L'appel de Tim Schafer (The Secret of Monkey Island, Day of the Tentacle) et du studio Double Fine, lancé sur le site kickstarter.com pour le financement public d'un point'n click à l'ancienne, vient déjà d'atteindre l'incroyable montant de 1,67 million de dollars (soit 1,26 million d'euros environ) à l'heure où nous écrivons ces lignes. Le budget nécessaire au lancement du projet, qui se montait à 400.000 dollars, a donc été triplé grâce à la participation des internautes. Rappelons que les donateurs recevront divers cadeaux, à commencer par le jeu lui-même.
C'est un véritable pavé dans la mare que vient de lancer le studio, et ce pour deux raisons. D'une part, parce qu'il prouve qu'il y a toujours un public pour le genre du jeu d'aventure en point'n click, contrairement à ce que laissaient entendre certains éditeurs frileux. Mais cet incroyable engouement prouve surtout que le financement de projets risqués, ces jeux "de niche" qui sont réclamés à cor et à cri par les fans mais qui donnent des boutons aux financiers, peut emprunter d'autres voies, et notamment celle de la contribution publique.
Ainsi, certains studios n'ont pas manqué de réagir au succès de l'appel de Double Fine. Chris Avellone (Fallout 2, Planescape : Torment, Fallout New Vegas) s'en félicite et considère ce type de financement comme une aubaine pour toutes ces suites ardemment attendues par les fans mais boudées par les éditeurs :
Le succès de l'appel de Double Fine est instructif. (...) Ce concept d'un financement par les joueurs apporte la preuve que certains genres ne sont pas morts et que certaines suites ont plus de légitimité qu'on ne veut bien leur en accorder. L'idée même de ne pas avoir à convaincre un éditeur est séduisante.

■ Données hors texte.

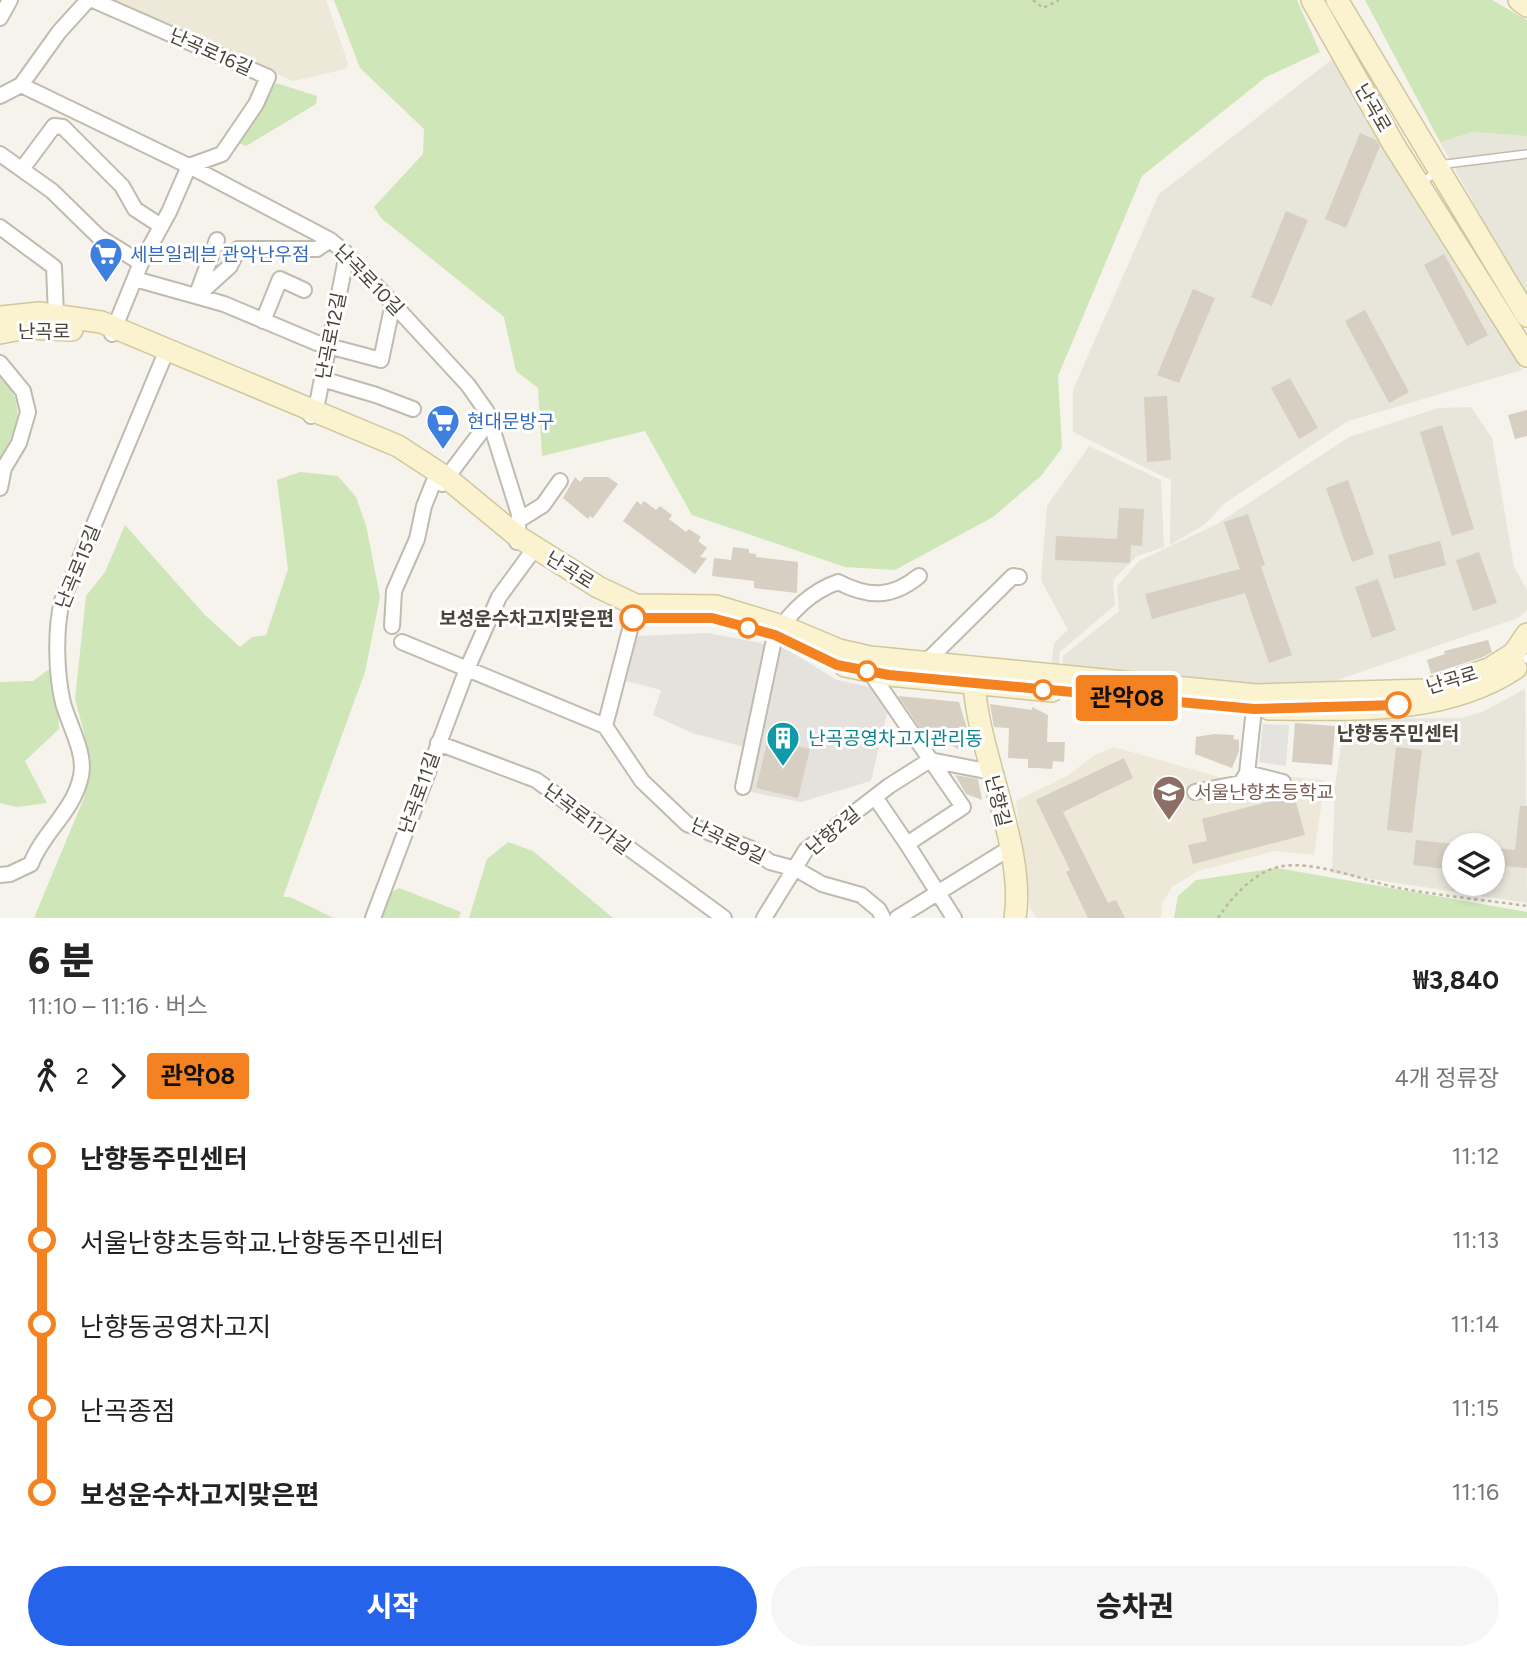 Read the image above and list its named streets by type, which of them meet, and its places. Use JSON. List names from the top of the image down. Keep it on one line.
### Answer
{"streets":{"main road":["난곡로","난향길"],"street":["난곡로16길","난곡로10길","난곡로12길","난곡로15길","난곡로11길","난곡로11가길","난향2길","난곡로9길"]},"crossings":[["난곡로16길","난곡로10길"],["난곡로","난곡로10길"],["난곡로","난곡로12길"],["난곡로","난곡로15길"],["난곡로","난곡로11길"],["난곡로","난향길"],["난곡로10길","난곡로12길"],["난곡로10길","난곡로11길"],["난곡로11길","난곡로11가길"],["난향2길","난곡로9길"]],"places":{"supermarket":["세븐일레븐 관악난우점","현대문방구"],"other":["보성운수차고지맞은편","난향동주민센터"],"building":["난곡공영차고지관리동"],"school or university":["서울난향초등학교"]},"lines":["bus line 관악08"],"page":{"on_map":"관악08","heading":["6 분","11:10 – 11:16 · 버스","₩3,840"],"legs":["2","관악08","4개 정류장"],"list":[{"name":"난향동주민센터","value":"11:12"},{"name":"서울난향초등학교.난향동주민센터","value":"11:13"},{"name":"난향동공영차고지","value":"11:14"},{"name":"난곡종점","value":"11:15"},{"name":"보성운수차고지맞은편","value":"11:16"}],"buttons":["시작","승차권"]}} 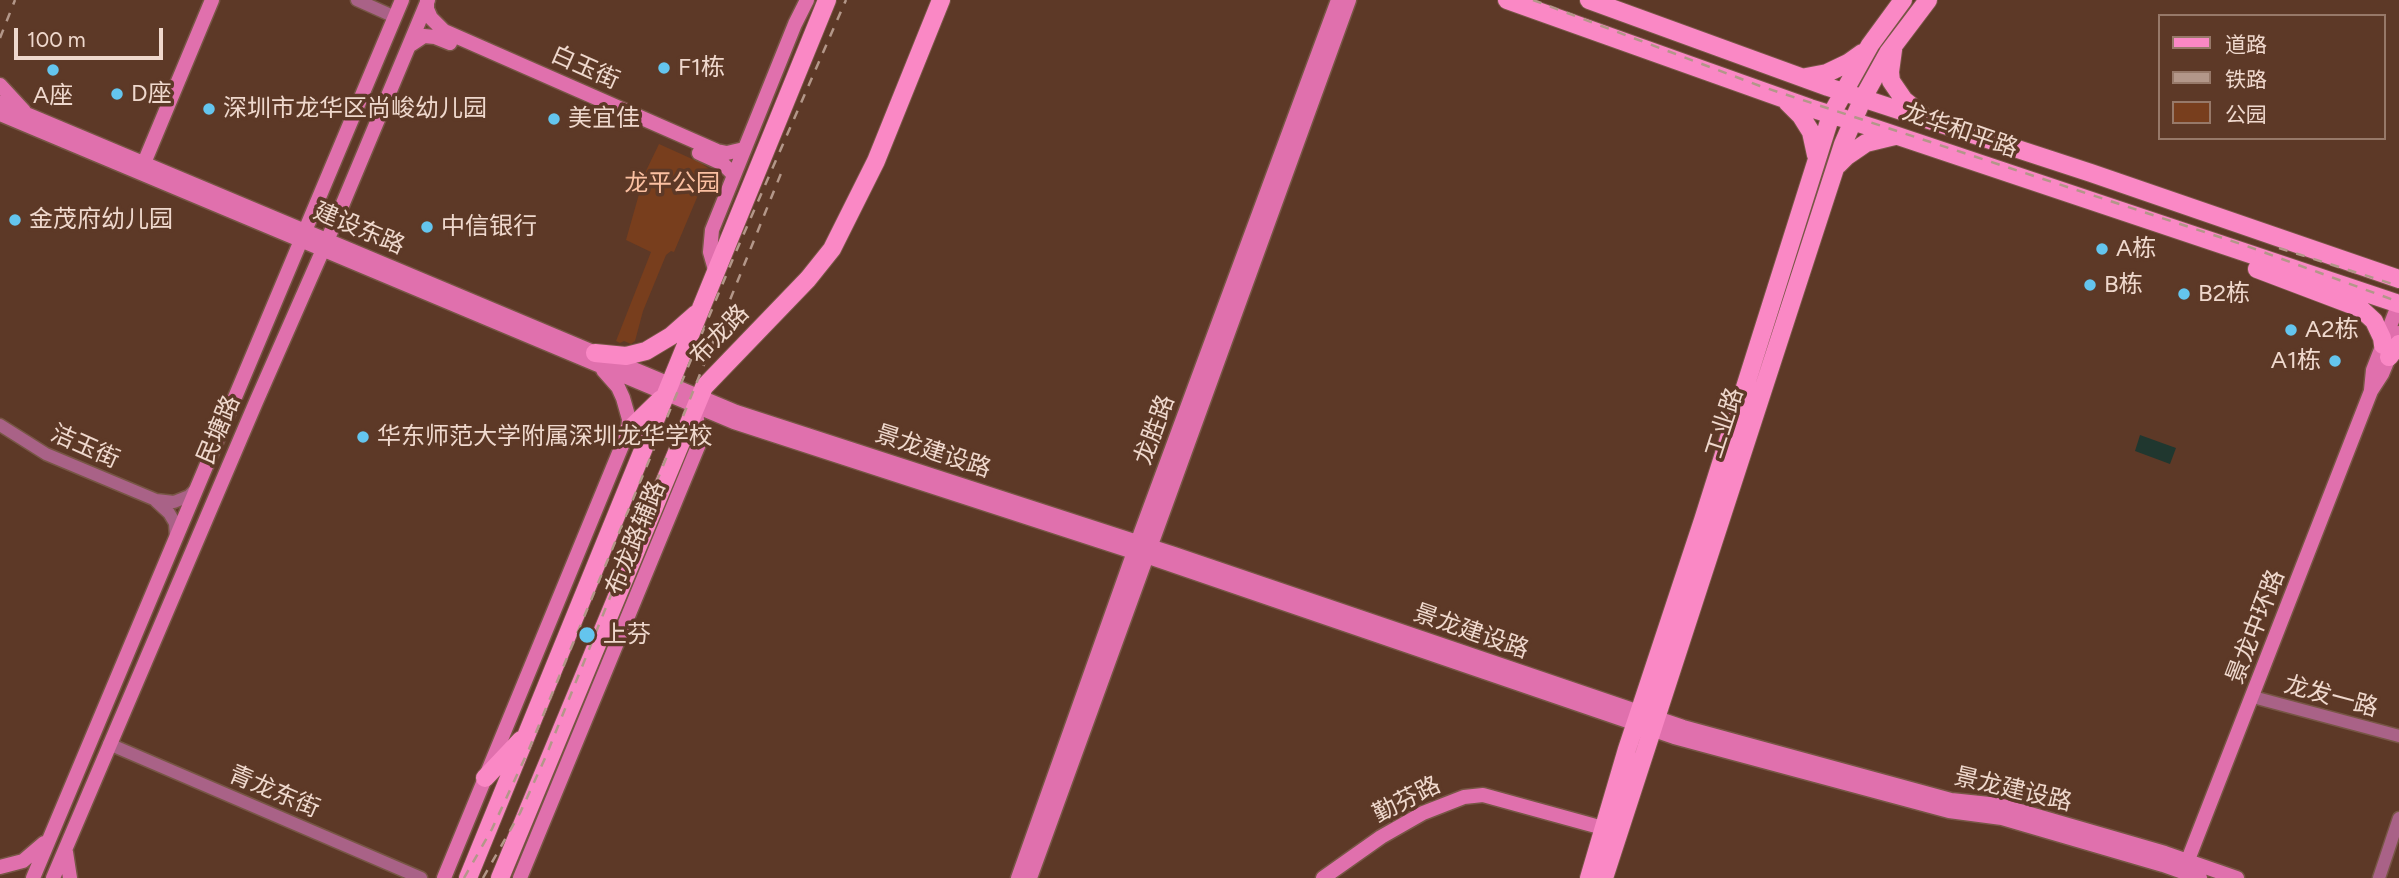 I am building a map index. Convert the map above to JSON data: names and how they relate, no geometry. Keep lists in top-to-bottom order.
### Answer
{
  "streets": {
    "main road": [
      "白玉街",
      "龙华和平路",
      "建设东路",
      "布龙路",
      "工业路",
      "民塘路",
      "龙胜路",
      "景龙建设路",
      "布龙路辅路",
      "景龙中环路",
      "勤芬路"
    ],
    "street": ["洁玉街", "龙发一路", "青龙东街"]
  },
  "crossings": [
    ["白玉街", "民塘路"],
    ["龙华和平路", "工业路"],
    ["龙华和平路", "景龙中环路"],
    ["建设东路", "布龙路"],
    ["建设东路", "民塘路"],
    ["建设东路", "景龙建设路"],
    ["建设东路", "布龙路辅路"],
    ["布龙路", "景龙建设路"],
    ["布龙路", "布龙路辅路"],
    ["工业路", "景龙建设路"],
    ["工业路", "勤芬路"],
    ["民塘路", "青龙东街"],
    ["龙胜路", "景龙建设路"],
    ["景龙建设路", "布龙路辅路"],
    ["景龙建设路", "景龙中环路"],
    ["景龙中环路", "龙发一路"]
  ],
  "parks": ["龙平公园"],
  "places": [
    "F1栋",
    "A座",
    "D座",
    "深圳市龙华区尚峻幼儿园",
    "美宜佳",
    "金茂府幼儿园",
    "中信银行",
    "A栋",
    "B栋",
    "B2栋",
    "A2栋",
    "A1栋",
    "华东师范大学附属深圳龙华学校",
    "上芬"
  ],
  "legend": ["道路", "铁路", "公园"],
  "scale_bar": "100 m"
} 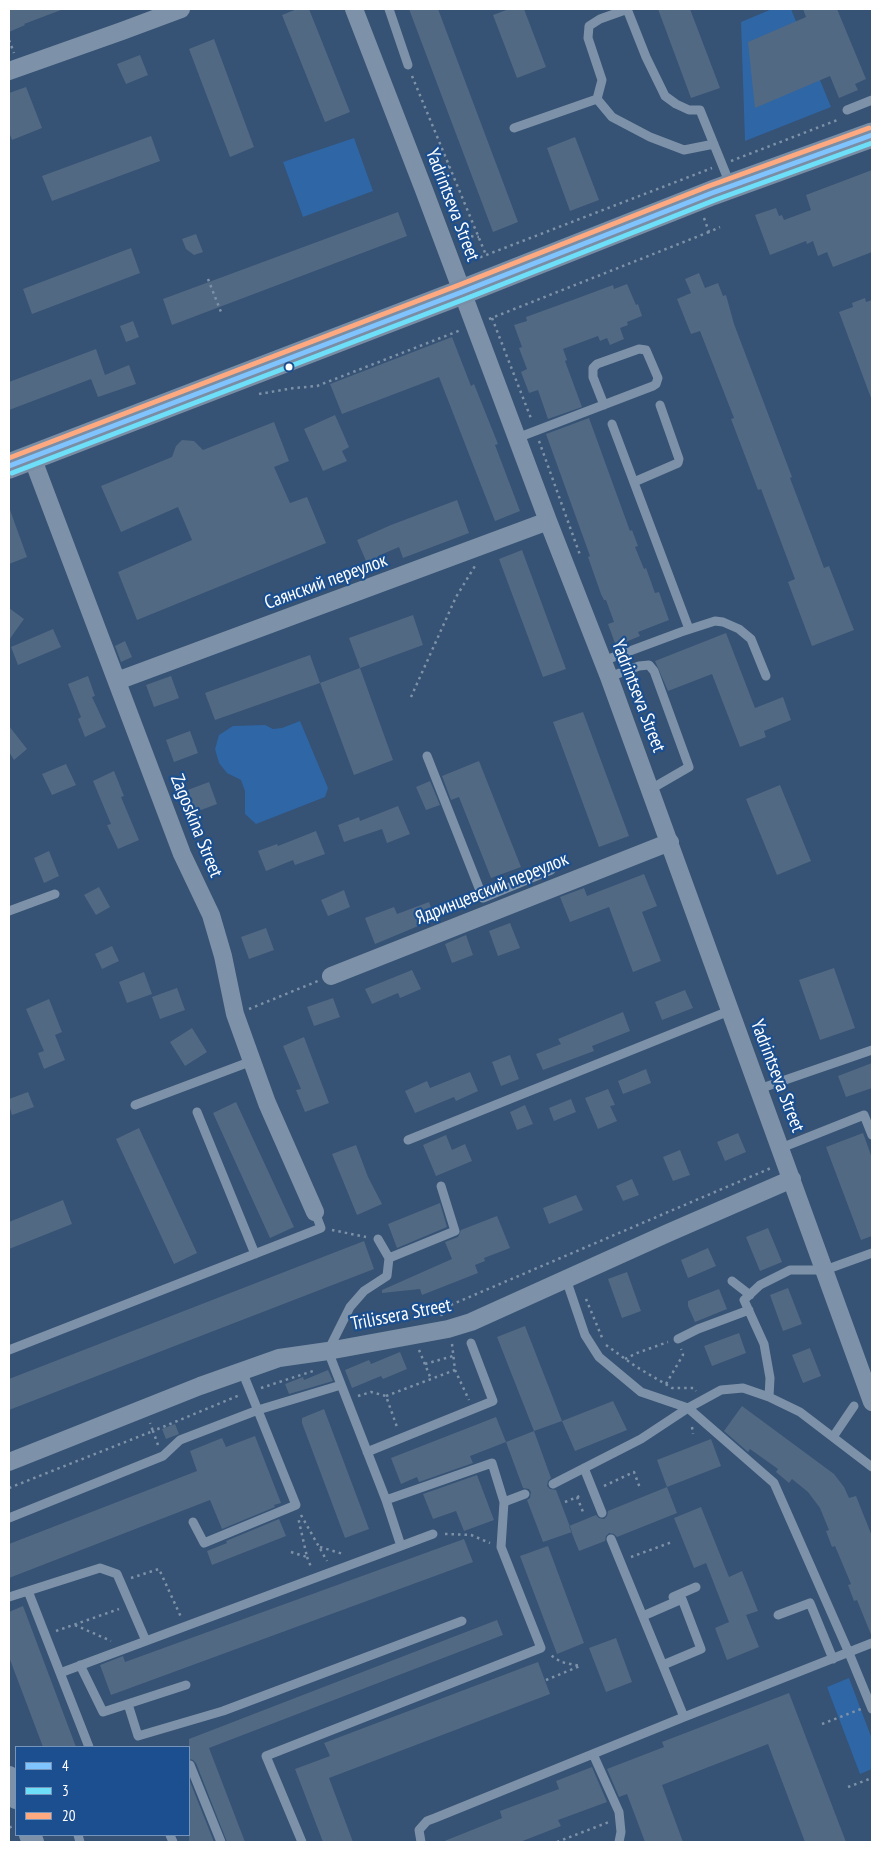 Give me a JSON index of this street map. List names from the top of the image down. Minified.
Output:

Et quand il demande aux fans le jeu dont ils voudraient le plus que son studio Obsidian mette une suite en chantier, c'est Planescape : Torment qui revient. Une suite à ce jeu de rôle légendaire financée par l'intermédiaire d'une contribution publique ? Visiblement, Chris Avellone n'en écarte pas l'idée !
David Jaffe, le papa de God of War, qui a récemment quitté Eat Sleep Play pour fonder un nouveau studio, a également réagi à l'événement. "Le succès de l'appel de Tim via Kickstarter me donne évidemment des idées", concède-t-il, même s'il reconnaît que son ampleur a tout du phénomène communautaire motivé par l'envie de battre un record.
Je pense que c'est vraiment une bonne chose, à considérer sérieusement. Je serais vraiment nerveux si cela m'arrivait, parce que ce ne serait plus simplement l'argent d'un éditeur. Tout à coup, vous vous sentez responsable de tout cet argent versé par les joueurs, et vous n'avez pas envie de les laisser tomber.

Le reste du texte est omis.